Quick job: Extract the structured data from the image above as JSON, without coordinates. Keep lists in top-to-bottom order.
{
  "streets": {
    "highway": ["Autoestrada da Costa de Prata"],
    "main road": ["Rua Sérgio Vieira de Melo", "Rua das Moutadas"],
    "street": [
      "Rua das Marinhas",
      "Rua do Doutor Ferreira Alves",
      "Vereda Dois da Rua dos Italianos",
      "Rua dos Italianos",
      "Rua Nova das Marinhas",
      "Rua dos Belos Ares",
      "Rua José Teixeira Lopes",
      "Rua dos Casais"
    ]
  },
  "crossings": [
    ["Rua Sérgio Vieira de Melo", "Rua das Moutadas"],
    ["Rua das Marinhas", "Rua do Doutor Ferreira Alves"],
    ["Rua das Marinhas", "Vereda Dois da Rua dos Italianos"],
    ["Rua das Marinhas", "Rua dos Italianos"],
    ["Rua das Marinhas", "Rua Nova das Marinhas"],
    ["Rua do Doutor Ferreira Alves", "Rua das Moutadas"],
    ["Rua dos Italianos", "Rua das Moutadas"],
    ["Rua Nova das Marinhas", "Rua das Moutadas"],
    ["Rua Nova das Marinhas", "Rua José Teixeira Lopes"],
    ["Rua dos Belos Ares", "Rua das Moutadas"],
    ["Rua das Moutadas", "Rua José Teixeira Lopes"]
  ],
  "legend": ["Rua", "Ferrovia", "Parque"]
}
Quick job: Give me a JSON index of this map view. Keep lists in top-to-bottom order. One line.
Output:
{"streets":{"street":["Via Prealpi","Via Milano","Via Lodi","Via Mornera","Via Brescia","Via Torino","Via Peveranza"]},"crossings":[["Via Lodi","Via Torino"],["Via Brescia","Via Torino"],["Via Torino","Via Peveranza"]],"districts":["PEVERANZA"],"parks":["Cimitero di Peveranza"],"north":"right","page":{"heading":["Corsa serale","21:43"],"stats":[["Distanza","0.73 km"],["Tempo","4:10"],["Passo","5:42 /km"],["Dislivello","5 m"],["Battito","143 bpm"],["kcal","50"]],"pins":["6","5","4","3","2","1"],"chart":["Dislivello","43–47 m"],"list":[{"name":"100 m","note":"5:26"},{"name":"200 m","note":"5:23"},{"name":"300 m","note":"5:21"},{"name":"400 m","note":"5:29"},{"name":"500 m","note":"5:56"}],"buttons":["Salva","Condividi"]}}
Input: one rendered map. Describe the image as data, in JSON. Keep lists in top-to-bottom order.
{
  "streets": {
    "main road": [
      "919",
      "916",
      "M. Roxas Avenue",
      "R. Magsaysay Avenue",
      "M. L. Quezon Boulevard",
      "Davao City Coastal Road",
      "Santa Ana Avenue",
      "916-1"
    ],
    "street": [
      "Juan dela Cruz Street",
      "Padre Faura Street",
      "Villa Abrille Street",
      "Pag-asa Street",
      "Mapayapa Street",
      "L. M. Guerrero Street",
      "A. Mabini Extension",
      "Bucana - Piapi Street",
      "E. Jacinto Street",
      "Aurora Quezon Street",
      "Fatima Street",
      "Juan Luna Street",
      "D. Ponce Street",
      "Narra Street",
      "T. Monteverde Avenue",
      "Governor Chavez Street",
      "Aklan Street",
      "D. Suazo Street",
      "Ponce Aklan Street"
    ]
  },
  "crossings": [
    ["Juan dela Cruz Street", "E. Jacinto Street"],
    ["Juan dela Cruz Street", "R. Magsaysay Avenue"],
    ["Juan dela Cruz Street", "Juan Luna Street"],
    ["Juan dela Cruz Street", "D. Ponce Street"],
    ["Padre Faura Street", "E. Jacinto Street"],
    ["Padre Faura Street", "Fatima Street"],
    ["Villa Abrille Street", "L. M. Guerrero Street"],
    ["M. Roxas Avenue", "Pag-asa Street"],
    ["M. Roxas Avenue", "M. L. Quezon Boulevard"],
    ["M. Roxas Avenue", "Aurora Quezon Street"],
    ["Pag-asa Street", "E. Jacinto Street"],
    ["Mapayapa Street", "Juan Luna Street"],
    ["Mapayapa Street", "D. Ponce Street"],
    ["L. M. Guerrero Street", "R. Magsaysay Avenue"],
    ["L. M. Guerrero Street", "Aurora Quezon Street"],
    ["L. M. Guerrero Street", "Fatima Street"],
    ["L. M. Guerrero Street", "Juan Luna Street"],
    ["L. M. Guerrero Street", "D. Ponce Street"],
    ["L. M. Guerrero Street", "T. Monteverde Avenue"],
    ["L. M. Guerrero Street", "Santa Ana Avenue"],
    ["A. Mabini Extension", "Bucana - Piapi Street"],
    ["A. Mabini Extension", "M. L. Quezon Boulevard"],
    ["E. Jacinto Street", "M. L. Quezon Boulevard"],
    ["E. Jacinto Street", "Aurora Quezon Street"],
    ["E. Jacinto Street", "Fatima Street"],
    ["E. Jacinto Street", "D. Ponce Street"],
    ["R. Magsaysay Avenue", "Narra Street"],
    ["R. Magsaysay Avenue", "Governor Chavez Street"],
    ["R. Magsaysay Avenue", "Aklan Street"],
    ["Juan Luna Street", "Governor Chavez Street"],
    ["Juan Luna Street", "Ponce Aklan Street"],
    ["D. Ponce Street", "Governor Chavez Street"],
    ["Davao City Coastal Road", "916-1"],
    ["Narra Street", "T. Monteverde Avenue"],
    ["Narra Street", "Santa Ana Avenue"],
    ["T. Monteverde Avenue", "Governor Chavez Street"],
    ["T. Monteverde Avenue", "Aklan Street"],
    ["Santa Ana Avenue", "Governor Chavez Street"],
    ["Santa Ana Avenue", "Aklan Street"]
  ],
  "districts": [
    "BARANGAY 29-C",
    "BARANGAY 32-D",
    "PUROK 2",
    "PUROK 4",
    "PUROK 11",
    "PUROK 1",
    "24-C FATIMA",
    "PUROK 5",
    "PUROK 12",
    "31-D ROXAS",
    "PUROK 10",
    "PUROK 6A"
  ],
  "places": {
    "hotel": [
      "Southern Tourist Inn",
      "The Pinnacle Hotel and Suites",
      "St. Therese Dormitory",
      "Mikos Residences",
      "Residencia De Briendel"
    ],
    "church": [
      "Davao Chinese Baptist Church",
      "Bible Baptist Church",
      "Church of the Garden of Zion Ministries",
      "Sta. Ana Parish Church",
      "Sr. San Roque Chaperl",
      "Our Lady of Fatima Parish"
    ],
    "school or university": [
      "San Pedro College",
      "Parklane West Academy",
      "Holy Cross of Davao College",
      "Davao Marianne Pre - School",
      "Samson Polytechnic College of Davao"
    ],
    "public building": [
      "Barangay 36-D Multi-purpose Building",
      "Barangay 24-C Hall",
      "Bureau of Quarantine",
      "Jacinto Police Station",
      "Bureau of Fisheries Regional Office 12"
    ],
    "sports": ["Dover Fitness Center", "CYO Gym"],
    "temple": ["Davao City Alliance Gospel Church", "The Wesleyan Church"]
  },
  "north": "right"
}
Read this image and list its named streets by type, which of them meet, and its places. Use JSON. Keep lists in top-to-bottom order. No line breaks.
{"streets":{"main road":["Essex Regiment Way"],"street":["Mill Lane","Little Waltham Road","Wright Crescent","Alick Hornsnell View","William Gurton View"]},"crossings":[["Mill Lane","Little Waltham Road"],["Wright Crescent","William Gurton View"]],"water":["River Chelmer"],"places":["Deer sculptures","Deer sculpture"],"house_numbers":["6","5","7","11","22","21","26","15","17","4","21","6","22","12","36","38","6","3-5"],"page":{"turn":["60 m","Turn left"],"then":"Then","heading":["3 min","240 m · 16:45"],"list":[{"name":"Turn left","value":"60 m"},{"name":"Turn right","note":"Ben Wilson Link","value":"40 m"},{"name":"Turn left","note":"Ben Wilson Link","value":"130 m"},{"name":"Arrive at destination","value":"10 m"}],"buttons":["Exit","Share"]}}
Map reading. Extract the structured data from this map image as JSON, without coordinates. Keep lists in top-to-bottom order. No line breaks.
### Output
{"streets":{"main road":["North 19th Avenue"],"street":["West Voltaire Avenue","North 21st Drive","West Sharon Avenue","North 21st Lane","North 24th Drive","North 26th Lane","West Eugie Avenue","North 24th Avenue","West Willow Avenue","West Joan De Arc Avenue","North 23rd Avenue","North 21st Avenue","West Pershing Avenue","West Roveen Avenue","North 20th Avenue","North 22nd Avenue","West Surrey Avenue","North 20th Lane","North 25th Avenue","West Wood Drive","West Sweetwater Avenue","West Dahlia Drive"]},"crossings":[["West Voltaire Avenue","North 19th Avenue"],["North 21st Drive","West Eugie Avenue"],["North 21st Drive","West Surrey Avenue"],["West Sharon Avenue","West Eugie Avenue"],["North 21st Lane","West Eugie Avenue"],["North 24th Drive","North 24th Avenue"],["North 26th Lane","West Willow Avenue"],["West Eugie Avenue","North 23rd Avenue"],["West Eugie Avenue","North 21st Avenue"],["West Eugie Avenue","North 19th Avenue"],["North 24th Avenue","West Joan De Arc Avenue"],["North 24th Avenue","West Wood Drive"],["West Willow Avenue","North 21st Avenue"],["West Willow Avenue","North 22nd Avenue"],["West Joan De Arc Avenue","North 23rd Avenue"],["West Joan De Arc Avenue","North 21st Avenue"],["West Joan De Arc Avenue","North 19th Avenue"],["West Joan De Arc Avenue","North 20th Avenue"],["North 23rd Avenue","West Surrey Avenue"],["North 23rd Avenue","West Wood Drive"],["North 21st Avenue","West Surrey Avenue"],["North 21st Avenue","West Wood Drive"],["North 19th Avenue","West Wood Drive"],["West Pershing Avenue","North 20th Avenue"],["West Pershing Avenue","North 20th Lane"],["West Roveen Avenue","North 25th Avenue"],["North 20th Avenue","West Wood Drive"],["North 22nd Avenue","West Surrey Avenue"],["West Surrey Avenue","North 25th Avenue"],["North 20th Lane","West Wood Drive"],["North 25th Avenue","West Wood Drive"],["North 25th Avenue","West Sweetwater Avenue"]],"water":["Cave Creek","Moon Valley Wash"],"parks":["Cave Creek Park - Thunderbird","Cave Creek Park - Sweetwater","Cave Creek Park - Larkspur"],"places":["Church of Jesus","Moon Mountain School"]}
####
• **Problem to solve**
Once you have checked every line of the material above, return the ones that hold the string "Moutadas".

• **Task solution**
    "main road": ["Rua Sérgio Vieira de Melo", "Rua das Moutadas"],
    ["Rua Sérgio Vieira de Melo", "Rua das Moutadas"],
    ["Rua do Doutor Ferreira Alves", "Rua das Moutadas"],
    ["Rua dos Italianos", "Rua das Moutadas"],
    ["Rua Nova das Marinhas", "Rua das Moutadas"],
    ["Rua dos Belos Ares", "Rua das Moutadas"],
    ["Rua das Moutadas", "Rua José Teixeira Lopes"]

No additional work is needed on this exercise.